══ RECORD SET ══
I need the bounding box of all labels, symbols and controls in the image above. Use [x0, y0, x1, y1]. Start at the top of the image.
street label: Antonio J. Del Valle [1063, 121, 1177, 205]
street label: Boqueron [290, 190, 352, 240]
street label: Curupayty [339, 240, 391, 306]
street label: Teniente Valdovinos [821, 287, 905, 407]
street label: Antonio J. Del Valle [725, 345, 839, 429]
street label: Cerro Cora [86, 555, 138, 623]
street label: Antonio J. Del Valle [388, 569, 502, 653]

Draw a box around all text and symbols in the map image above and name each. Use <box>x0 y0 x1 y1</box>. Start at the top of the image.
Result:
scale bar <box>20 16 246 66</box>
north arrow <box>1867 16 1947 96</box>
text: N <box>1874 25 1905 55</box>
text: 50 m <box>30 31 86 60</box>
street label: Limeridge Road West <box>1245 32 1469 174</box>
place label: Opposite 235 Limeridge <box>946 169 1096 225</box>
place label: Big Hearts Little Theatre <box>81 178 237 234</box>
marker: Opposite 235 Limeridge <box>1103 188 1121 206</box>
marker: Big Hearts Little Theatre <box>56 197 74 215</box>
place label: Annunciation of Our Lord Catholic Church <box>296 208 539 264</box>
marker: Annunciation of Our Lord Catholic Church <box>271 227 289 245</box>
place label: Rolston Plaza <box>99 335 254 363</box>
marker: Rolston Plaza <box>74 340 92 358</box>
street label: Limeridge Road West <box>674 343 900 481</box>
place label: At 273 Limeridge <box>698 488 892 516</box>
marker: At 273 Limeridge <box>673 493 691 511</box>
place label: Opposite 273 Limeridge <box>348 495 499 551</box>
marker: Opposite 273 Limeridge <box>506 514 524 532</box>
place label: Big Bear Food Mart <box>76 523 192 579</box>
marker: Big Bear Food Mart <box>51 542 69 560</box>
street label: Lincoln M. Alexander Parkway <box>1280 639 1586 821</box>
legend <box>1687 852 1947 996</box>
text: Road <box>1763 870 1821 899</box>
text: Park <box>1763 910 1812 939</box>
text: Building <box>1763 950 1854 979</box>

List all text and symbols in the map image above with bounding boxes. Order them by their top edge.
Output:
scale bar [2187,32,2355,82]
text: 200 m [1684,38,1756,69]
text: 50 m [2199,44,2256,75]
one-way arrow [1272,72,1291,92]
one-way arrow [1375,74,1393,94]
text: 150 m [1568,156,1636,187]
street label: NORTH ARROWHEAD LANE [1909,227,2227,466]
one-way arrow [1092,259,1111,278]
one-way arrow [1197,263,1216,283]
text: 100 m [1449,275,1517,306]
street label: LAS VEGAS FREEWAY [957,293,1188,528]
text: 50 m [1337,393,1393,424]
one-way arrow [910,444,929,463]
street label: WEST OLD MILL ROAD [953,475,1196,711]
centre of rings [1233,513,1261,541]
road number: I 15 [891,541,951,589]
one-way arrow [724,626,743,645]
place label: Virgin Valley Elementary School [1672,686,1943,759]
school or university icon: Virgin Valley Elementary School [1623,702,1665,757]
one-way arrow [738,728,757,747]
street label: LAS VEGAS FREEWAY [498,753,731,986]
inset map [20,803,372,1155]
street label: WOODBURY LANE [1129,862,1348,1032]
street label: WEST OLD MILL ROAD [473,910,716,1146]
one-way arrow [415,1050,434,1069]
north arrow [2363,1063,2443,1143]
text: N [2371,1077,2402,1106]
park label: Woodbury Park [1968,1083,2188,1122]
═══
Give every line of the material again, exactly.

I need the bounding box of all labels, symbols and controls in the image above. Use [x0, y0, x1, y1]. Start at the top of the image.
street label: Antonio J. Del Valle [1063, 121, 1177, 205]
street label: Boqueron [290, 190, 352, 240]
street label: Curupayty [339, 240, 391, 306]
street label: Teniente Valdovinos [821, 287, 905, 407]
street label: Antonio J. Del Valle [725, 345, 839, 429]
street label: Cerro Cora [86, 555, 138, 623]
street label: Antonio J. Del Valle [388, 569, 502, 653]

Draw a box around all text and symbols in the map image above and name each. Use <box>x0 y0 x1 y1</box>. Start at the top of the image.
Result:
scale bar <box>20 16 246 66</box>
north arrow <box>1867 16 1947 96</box>
text: N <box>1874 25 1905 55</box>
text: 50 m <box>30 31 86 60</box>
street label: Limeridge Road West <box>1245 32 1469 174</box>
place label: Opposite 235 Limeridge <box>946 169 1096 225</box>
place label: Big Hearts Little Theatre <box>81 178 237 234</box>
marker: Opposite 235 Limeridge <box>1103 188 1121 206</box>
marker: Big Hearts Little Theatre <box>56 197 74 215</box>
place label: Annunciation of Our Lord Catholic Church <box>296 208 539 264</box>
marker: Annunciation of Our Lord Catholic Church <box>271 227 289 245</box>
place label: Rolston Plaza <box>99 335 254 363</box>
marker: Rolston Plaza <box>74 340 92 358</box>
street label: Limeridge Road West <box>674 343 900 481</box>
place label: At 273 Limeridge <box>698 488 892 516</box>
marker: At 273 Limeridge <box>673 493 691 511</box>
place label: Opposite 273 Limeridge <box>348 495 499 551</box>
marker: Opposite 273 Limeridge <box>506 514 524 532</box>
place label: Big Bear Food Mart <box>76 523 192 579</box>
marker: Big Bear Food Mart <box>51 542 69 560</box>
street label: Lincoln M. Alexander Parkway <box>1280 639 1586 821</box>
legend <box>1687 852 1947 996</box>
text: Road <box>1763 870 1821 899</box>
text: Park <box>1763 910 1812 939</box>
text: Building <box>1763 950 1854 979</box>

List all text and symbols in the map image above with bounding boxes. Order them by their top edge.
Output:
scale bar [2187,32,2355,82]
text: 200 m [1684,38,1756,69]
text: 50 m [2199,44,2256,75]
one-way arrow [1272,72,1291,92]
one-way arrow [1375,74,1393,94]
text: 150 m [1568,156,1636,187]
street label: NORTH ARROWHEAD LANE [1909,227,2227,466]
one-way arrow [1092,259,1111,278]
one-way arrow [1197,263,1216,283]
text: 100 m [1449,275,1517,306]
street label: LAS VEGAS FREEWAY [957,293,1188,528]
text: 50 m [1337,393,1393,424]
one-way arrow [910,444,929,463]
street label: WEST OLD MILL ROAD [953,475,1196,711]
centre of rings [1233,513,1261,541]
road number: I 15 [891,541,951,589]
one-way arrow [724,626,743,645]
place label: Virgin Valley Elementary School [1672,686,1943,759]
school or university icon: Virgin Valley Elementary School [1623,702,1665,757]
one-way arrow [738,728,757,747]
street label: LAS VEGAS FREEWAY [498,753,731,986]
inset map [20,803,372,1155]
street label: WOODBURY LANE [1129,862,1348,1032]
street label: WEST OLD MILL ROAD [473,910,716,1146]
one-way arrow [415,1050,434,1069]
north arrow [2363,1063,2443,1143]
text: N [2371,1077,2402,1106]
park label: Woodbury Park [1968,1083,2188,1122]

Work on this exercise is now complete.